(RECORDED INFORMATION begins)

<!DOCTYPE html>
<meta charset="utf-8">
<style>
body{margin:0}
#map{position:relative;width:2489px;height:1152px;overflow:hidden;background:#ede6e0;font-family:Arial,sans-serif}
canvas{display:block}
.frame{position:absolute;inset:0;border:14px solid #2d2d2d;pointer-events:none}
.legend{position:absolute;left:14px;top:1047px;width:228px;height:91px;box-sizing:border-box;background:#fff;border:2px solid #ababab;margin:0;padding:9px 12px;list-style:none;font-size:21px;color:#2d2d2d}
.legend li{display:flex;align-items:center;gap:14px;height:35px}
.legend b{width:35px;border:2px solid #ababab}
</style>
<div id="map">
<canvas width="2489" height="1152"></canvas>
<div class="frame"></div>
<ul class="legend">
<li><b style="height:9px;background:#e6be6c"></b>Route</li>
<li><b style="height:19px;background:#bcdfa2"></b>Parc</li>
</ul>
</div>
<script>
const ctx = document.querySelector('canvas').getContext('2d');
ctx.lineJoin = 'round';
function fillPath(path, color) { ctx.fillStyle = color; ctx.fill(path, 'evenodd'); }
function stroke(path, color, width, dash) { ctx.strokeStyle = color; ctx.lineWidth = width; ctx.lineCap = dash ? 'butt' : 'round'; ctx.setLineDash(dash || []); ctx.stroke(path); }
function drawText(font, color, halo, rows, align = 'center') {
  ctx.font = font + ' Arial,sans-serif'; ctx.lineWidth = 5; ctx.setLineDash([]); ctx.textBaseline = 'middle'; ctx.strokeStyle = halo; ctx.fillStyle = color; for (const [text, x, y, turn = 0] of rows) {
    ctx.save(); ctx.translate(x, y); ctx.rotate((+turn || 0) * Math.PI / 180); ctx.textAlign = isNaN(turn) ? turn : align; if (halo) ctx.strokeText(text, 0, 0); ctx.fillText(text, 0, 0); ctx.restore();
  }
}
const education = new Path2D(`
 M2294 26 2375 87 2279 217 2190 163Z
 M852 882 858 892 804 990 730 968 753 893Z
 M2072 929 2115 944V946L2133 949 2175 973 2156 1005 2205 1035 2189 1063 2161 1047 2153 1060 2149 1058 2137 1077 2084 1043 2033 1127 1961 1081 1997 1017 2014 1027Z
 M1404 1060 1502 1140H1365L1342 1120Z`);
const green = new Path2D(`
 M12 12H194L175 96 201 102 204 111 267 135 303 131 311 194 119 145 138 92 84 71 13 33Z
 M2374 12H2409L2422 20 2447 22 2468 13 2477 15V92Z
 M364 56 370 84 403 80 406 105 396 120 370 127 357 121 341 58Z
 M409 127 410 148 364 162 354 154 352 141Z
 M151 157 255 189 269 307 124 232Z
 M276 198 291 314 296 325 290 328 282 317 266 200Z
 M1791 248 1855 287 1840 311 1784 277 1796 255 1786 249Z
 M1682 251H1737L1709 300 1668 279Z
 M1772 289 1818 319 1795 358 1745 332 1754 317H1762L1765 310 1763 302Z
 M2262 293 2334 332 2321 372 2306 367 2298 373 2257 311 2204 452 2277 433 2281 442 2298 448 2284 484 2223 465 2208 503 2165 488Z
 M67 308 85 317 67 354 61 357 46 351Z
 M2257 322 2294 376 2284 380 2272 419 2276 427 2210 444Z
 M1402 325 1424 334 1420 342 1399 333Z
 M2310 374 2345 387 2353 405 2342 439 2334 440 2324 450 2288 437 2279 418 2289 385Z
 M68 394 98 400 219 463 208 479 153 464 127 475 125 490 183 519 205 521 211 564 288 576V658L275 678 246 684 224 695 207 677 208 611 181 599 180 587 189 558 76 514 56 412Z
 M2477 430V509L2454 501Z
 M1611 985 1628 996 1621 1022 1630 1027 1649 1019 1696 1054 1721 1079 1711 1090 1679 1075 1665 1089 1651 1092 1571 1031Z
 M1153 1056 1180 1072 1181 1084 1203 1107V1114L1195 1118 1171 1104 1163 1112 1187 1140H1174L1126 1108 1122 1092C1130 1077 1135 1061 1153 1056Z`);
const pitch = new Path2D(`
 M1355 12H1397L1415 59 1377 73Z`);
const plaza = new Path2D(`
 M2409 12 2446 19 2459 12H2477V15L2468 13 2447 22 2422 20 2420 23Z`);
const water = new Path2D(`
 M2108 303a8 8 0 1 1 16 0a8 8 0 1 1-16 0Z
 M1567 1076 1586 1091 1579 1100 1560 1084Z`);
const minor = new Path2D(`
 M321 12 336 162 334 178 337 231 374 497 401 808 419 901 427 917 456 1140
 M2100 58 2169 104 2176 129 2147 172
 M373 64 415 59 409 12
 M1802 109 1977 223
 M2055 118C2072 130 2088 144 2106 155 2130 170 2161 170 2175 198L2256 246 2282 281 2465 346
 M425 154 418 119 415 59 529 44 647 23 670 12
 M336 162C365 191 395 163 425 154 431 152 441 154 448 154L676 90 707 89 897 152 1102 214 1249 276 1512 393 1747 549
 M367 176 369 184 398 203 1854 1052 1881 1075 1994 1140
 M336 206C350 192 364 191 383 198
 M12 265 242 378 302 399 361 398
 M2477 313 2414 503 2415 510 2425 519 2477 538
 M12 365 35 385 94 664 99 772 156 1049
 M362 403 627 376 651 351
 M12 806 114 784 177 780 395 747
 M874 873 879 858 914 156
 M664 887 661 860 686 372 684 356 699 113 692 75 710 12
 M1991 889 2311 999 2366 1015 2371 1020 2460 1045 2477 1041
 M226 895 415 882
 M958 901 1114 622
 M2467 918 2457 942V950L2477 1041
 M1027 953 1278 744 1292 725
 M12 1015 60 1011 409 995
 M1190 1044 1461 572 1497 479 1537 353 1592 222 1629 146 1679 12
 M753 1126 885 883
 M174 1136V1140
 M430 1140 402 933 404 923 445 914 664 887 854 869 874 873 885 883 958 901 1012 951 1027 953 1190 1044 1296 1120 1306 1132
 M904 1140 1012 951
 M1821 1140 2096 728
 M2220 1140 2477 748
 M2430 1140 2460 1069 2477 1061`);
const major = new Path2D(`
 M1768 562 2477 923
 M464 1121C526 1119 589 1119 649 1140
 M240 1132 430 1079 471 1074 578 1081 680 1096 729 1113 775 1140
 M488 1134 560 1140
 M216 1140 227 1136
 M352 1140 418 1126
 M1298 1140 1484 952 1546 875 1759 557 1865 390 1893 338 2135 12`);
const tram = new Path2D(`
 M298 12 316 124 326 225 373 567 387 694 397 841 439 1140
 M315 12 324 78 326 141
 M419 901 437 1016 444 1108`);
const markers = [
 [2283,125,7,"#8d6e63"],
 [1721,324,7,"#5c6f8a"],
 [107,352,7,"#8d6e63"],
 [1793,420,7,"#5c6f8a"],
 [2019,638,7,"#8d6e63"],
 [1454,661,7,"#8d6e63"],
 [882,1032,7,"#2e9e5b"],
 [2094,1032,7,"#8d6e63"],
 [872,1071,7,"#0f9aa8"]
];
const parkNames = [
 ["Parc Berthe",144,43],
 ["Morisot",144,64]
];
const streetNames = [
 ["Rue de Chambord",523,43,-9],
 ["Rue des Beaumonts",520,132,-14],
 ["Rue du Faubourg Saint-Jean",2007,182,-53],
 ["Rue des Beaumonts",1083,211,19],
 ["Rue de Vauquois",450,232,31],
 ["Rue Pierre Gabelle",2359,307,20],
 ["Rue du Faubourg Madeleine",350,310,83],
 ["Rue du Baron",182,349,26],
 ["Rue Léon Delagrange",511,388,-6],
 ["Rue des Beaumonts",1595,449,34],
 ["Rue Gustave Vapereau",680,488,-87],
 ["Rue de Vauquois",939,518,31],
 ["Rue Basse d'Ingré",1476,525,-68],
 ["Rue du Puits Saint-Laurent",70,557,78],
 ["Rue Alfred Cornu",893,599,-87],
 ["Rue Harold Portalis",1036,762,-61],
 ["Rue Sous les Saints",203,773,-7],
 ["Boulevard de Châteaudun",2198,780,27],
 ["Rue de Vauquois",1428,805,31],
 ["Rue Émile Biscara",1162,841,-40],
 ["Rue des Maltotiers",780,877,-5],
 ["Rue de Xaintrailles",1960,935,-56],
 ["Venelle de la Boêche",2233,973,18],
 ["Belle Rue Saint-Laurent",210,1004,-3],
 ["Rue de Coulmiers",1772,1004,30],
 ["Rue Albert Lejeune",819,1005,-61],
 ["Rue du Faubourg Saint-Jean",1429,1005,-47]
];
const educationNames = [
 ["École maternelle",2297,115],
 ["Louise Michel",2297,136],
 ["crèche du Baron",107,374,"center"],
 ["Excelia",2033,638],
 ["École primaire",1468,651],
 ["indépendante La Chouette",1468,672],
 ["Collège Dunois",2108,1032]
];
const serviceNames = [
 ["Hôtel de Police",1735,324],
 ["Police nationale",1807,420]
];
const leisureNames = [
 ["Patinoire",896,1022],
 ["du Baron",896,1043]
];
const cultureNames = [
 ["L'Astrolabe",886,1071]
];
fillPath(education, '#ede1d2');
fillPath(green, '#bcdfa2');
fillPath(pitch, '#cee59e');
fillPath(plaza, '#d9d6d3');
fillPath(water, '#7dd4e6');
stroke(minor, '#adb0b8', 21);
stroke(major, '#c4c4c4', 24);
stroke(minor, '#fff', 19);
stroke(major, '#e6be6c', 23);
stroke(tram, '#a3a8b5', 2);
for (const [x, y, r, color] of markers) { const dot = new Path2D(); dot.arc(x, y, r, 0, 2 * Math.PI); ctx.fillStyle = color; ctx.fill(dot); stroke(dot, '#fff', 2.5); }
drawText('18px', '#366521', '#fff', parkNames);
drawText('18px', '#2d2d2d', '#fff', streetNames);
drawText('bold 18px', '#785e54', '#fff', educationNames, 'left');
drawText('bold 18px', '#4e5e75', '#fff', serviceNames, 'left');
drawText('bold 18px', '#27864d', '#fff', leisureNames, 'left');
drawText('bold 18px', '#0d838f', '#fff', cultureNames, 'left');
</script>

(RECORDED INFORMATION ends)

Check each line above for "setLineDash" and give the number of lines that match, nothing more.

2